Bugün toplumumuzda müzik gelişiyor mu? Tabii ki hayır. Değişiyor mu? Evet… Ama kime göre değişiyor? İşte bu genç nüfusumuza ve bu nüfusumuzun internet vs aracılığıyla edindikleri temeli olmayan sanal izlenimleriyle değişiyor. Dolayısıyla Gencebay’da da gelişmiyor. Bir tekrar, bir gelişim zorlaması söz konusu. Elinde ne malzeme varsa onu kullanıyor.

Gencebay toplumdan beslenen bir sanatçı. Bugün O’nun hitap ettiği dinleyici kitlesi toplumsal yaşam düzeyi olarak gelişmekle birlikte, aynı gelişmeyi müzikal olarak gösterememektedir.

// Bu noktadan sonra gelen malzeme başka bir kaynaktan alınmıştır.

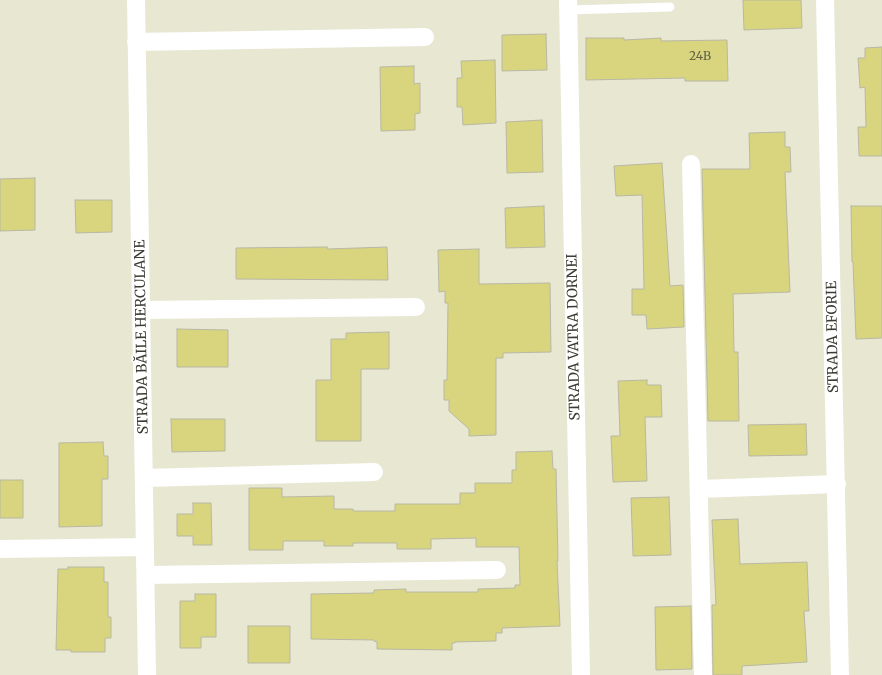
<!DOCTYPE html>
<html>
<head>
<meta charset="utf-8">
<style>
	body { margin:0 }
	canvas { display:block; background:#e7e7d2 }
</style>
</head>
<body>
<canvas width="882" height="675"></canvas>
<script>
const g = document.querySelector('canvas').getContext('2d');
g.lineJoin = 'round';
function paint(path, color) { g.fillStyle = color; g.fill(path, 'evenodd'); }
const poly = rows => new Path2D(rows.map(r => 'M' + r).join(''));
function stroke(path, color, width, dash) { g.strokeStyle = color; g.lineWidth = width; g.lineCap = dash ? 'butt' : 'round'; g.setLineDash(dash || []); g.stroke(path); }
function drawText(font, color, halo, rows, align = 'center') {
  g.font = font + ' Merriweather,serif'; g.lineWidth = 3; g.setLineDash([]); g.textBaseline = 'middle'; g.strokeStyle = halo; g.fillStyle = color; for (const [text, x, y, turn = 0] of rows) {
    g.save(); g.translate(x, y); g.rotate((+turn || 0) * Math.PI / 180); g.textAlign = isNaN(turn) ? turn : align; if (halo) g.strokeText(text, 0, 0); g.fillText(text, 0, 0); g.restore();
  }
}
const building = poly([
	[743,0,801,0,802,28,744,30,743,0],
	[546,34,547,70,502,71,502,35,546,34],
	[586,38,624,38,624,40,661,38,661,41,727,40,728,81,685,81,685,78,586,80,586,38],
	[882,47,882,156,859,156,858,127,866,127,865,87,860,88,858,58,865,58,865,48,882,47],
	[495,60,496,123,463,125,462,107,457,107,457,78,462,78,461,61,495,60],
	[414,66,414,84,420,83,420,113,415,114,415,130,381,131,380,67,414,66],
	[542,120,543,172,507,173,506,122,542,120],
	[785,132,785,147,790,147,791,172,785,172,790,292,733,294,734,352,738,352,739,421,708,421,702,169,750,169,749,133,785,132],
	[662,163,670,286,683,285,684,327,647,329,646,315,632,315,632,289,644,289,642,195,616,196,614,166,662,163],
	[35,178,35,230,0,231,0,179,35,178],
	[75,200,112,200,112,232,76,233,75,200],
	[544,206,545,247,506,248,505,208,544,206],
	[851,206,882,206,882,338,856,339,853,262,852,262,851,206],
	[327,247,327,249,387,247,388,280,236,279,236,248,327,247],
	[479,249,479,284,550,283,551,352,503,353,503,358,496,358,496,435,469,436,469,429,449,411,449,400,444,400,444,380,447,380,448,303,445,303,445,291,439,292,438,250,479,249],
	[177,329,228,330,228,367,177,367,177,329],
	[389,332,389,369,361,369,361,441,316,441,316,380,331,380,331,339,346,339,346,333,389,332],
	[647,380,647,385,661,385,662,417,645,417,647,481,613,482,611,436,620,436,618,381,647,380],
	[171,419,225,419,225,451,172,452,171,419],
	[806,424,807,455,749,456,748,425,806,424],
	[103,442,104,456,108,456,108,479,102,479,102,526,59,527,59,443,103,442],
	[552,451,553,469,556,469,558,561,557,561,560,626,502,628,502,633,496,633,496,641,455,642,455,643,452,643,452,650,377,649,377,642,374,641,374,640,311,639,311,594,374,593,374,590,406,589,406,592,478,592,478,589,515,588,515,585,520,585,519,547,476,547,476,538,431,539,431,549,397,549,397,543,353,543,353,546,324,546,324,541,283,541,283,550,249,550,249,488,282,488,282,497,334,496,334,509,353,509,353,511,395,511,395,504,460,504,460,493,475,493,475,483,512,483,512,470,516,470,516,452,552,451],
	[0,480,23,480,23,518,0,518,0,480],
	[669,497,671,555,633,556,631,498,669,497],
	[193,503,211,503,212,545,193,545,193,536,177,536,177,514,193,514,193,503],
	[738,519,740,564,807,562,809,611,804,611,807,662,742,666,742,675,713,675,712,605,716,605,712,520,738,519],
	[68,567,104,567,104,582,108,582,108,617,111,617,111,638,105,638,105,652,71,652,71,650,56,650,58,569,68,569,68,567],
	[195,594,216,594,216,637,201,637,201,648,180,648,180,601,195,601,195,594],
	[691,606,692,669,656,670,655,607,691,606],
	[248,626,290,626,290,663,248,663,248,626]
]);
const lane = poly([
	[568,10,670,7]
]);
const street = poly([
	[136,0,147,675],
	[568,0,581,675],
	[825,0,840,675],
	[136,42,425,37],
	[691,164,703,675],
	[141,310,416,307],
	[144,478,374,472],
	[699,489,837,484],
	[0,549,145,547],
	[146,575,497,570]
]);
const numberNames = [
	["24B",700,57]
];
const streetNames = [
	["STRADA BĂILE HERCULANE",142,337,-91],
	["STRADA VATRA DORNEI",574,337,-91],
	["STRADA EFORIE",833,337,-91]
];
paint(building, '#d9d57f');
stroke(building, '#b8b8a4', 1);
stroke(lane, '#fff', 9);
stroke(street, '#fff', 18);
drawText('12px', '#636246', null, numberNames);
drawText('14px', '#3c3c33', '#fff', streetNames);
</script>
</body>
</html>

Gencebay bunun farkında; bunu geliştirmek için çırpınıyor ama müzikal vitamin değeri zayıf olan bir toplumdan beslendiği için ortaya çıkan müzik de bir türlü kendi istediği “müzikal düşüncelerinin uygulaması” düzeyine erişemiyor.

O da ne yapıyor? Kişisel konuşmalarında büyük konuşuyor, senfoni diyor, büyük müzikal yapımlar diyor, Türk müziğinin tarihsel büyüklüğü diyor ama karşısında bu söylediklerini anlayacak bir seslenim alanı göremiyor. Sanatçı toplumu aşıyor, ama yine de bırakamıyor. İşte bütün sorun burada. O seslendiği kitleyi seviyor. Ve müzikal olarak o toplumun aşama kaydedemediğini görüyor. Kendi geldiği gelişim düzeyiyle seslendiği kitlenin aynı düzeye gelemediğinin dayanılmaz sancılarını çekiyor. Sırf o kitleden uzaklaşmamak uğruna kendini, tam bilinçli olmasa da müzikal olarak yinelemeyi tercih ediyor.

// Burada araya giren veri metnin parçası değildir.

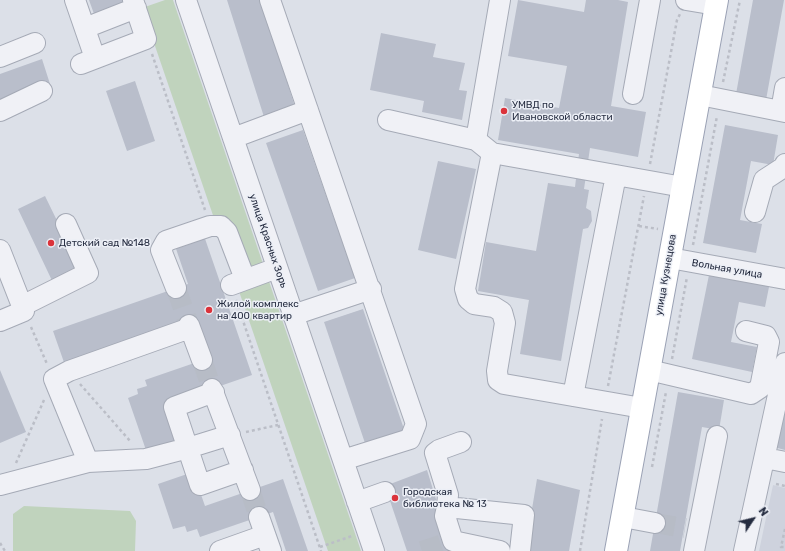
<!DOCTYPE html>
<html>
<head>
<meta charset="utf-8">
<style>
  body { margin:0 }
  #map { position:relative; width:785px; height:551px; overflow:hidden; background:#dce0e8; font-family:Rubik,sans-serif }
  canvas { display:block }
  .north { position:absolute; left:733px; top:499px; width:40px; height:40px; -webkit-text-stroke:3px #eceff6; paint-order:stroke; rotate:55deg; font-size:11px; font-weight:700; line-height:16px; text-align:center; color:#252c40 }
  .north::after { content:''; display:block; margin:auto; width:14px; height:18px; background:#252c40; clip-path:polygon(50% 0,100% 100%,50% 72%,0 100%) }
</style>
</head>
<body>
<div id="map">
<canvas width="785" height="551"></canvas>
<div class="north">N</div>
</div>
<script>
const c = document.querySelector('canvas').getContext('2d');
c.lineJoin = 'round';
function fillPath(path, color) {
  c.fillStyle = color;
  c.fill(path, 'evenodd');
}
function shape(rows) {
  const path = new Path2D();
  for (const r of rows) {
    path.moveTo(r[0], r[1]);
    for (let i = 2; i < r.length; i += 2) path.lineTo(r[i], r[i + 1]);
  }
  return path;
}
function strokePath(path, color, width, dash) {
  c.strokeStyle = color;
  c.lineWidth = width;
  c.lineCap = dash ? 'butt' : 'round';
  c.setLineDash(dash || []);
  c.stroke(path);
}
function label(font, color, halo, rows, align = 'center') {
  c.font = font + ' Rubik,sans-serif';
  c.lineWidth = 3;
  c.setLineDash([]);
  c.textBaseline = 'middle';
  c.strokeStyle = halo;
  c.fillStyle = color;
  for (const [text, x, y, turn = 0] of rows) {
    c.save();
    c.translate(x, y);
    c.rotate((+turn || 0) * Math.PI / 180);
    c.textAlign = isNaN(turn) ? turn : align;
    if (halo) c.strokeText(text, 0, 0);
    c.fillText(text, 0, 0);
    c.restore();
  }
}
const built = shape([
  [773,485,785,488,785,551,759,551]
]);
const green = shape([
  [165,0,173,0,361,551,328,551,142,8],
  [24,506,130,511,136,521,135,551,13,551,13,514]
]);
const building = shape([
  [89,0,122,0,127,14,98,25],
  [227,0,261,0,295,107,264,117],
  [518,0,584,12,586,0,618,0,628,2,611,106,646,112,638,157,590,148,584,189,589,190,586,208,591,211,592,221,588,228,583,229,561,361,520,354,529,300,478,291,486,242,536,251,548,183,575,187,579,154,498,140,505,98,559,108,567,66,508,56],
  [753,0,784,0,766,100,736,94],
  [381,33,436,44,433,57,465,63,459,90,467,91,462,120,422,112,424,101,370,90],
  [42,59,50,84,0,102,0,74],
  [135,81,155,141,127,151,106,91],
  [725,125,778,135,773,165,751,161,740,220,762,224,756,253,703,243],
  [303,130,355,278,318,291,266,143],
  [438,161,476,169,456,259,418,250],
  [45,196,84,276,56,289,18,209],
  [202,230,252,375,168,404,181,441,147,453,128,398,138,394,137,389,147,386,145,380,206,359,193,324,66,368,53,331,188,284,173,240],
  [710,270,770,282,765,307,739,302,731,342,757,347,752,372,692,359],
  [363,309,406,435,367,449,324,322],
  [0,370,26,432,0,443],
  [678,392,724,400,719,430,702,427,680,551,650,551],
  [785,407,785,450,774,447],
  [427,470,452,551,407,551,385,486],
  [193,472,205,506,283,479,308,551,286,551,273,512,200,537,197,529,187,532,185,526,173,529,158,484],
  [537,479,580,490,569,551,525,551]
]);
const minorTunnel = shape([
  [176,288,189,325],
  [202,360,212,389],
  [250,490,259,517],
  [655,523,685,528],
  [422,551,449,542]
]);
const path = shape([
  [152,54,205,210],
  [723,82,740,0],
  [650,164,677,20,680,14],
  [639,226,658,229],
  [693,245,717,116],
  [236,300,321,551],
  [31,327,47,364],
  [672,359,687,277],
  [80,384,131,442],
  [608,386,644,196],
  [246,432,278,425],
  [16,463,44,400],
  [652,467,666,392],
  [776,484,785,486],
  [785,529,781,547,785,547],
  [0,543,5,551],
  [320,547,352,536],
  [580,551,602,419]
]);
const minor = shape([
  [75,0,95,58],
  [186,0,374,551],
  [270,0,416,424,410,439,343,460],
  [500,0,476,140,492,153,465,289,468,299,474,304,494,307,502,312,505,323,497,371,498,380,504,384,642,408],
  [686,0,716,5],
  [85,28,136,8],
  [0,57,35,43],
  [81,64,146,39,133,0],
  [633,94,650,0],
  [700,95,785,112],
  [0,111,42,91],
  [781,111,785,88],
  [388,120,476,140],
  [233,138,308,110],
  [492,153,683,187],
  [755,212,764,180,784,167,785,164],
  [0,250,24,311,0,321],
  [670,258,785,279],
  [231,285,277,268],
  [176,288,161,250,166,241,210,226,221,226,227,232,245,279],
  [22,306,88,273,66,224],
  [293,315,371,289],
  [189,325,202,360],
  [649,370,751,394,760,388,769,342,766,336,746,331],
  [212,389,250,490],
  [214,392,174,407,200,485,243,470],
  [573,396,616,175],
  [461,442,439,450,435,453,448,495,447,507,524,515,520,551],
  [765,458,785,462],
  [88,462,54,379,69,371,190,328],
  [0,485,88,462,146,459,188,448,230,435],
  [357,502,385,492],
  [447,507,445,516,453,541,500,551],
  [259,517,271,551],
  [623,517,655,523],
  [220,551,265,535],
  [694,551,717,436],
  [744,551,785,363]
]);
const major = shape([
  [616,551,717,0]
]);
const markers = [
  [504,111,4,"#db333b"],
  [51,243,4,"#db333b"],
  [209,310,4,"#db333b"],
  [395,498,4,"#db333b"]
];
const poiNames = [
  ["УМВД по",512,105],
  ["Ивановской области",512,117],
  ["Детский сад №148",59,243],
  ["Жилой комплекс",217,304],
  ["на 400 квартир",217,316],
  ["Городская",403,492],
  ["библиотека № 13",403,504]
];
const streetNames = [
  ["улица Красных Зорь",268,241,71],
  ["Вольная улица",727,269,10],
  ["улица Кузнецова",666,275,-80]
];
fillPath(built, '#ced2dd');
fillPath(green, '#c0d3bd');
fillPath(building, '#b9becb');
strokePath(minorTunnel, '#b7bcc6', 20, [20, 10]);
strokePath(minor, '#a5aab6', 22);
strokePath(major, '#9ba2b5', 24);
strokePath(path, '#bbbec7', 2.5, [3, 3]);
strokePath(minor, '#f0f1f6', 20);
strokePath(major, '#fff', 22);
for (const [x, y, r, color] of markers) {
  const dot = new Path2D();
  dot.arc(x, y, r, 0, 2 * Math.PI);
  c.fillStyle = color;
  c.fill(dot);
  strokePath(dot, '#eceff6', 1.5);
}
label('10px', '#252c40', '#eceff6', poiNames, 'left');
label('10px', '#252c40', '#eceff6', streetNames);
</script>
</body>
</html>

Aslında Gencebay da bir çıkmazda. Kendi açısından gelişmeyi ve olması gerekeni görüyor ama ama onu vareden çevresi aynı seviyeye bir türlü gelmiyor.

Bu durum bir halk sanatçısı için çok önemli bir sorun. Londra Senfoni Orkestrası ile çalışmalar yaptı, konçerto denedi vs vs. ama ne kendini tatmin edebildi, ne de seslendiği dinleyici kitlesini.

Eserlerinin sözlerini seslendiği toplumsal kitle ve bu kitlenin sosyal gelişimi açısından çok iyi belirliyor, yazıyor. “Hor görme garibi”şarkısından “Bir teselli ver”e, “Hatasız kul olmaz” dan “batsın bu dünya”ya ve “Tanrı’ya feryat” dan “Yarabbim sen büyüksün”e , “Cennet Gözlüm” den “Elhamdülillah” a, “Değişmem gerek”den “Yalnız değilsin’e, “Sen de haklısın” dan “Gelin birlik olalım”a, “Bakırköy’den mektup var” dan “Cevap ver”e, “Neyi değiştirdik ki”den “Söylenmedik söz kalmadı” ile bugüne ulaşan ve “Bugün senin doğum günün” “Besmeleyle başla” gibi eserlerle şimdilik son sözünü söyleyen ve görüldüğü gibi sürekli devinen bir toplumsal nabız tutuş, Gencebay’ın en önemli özelliği.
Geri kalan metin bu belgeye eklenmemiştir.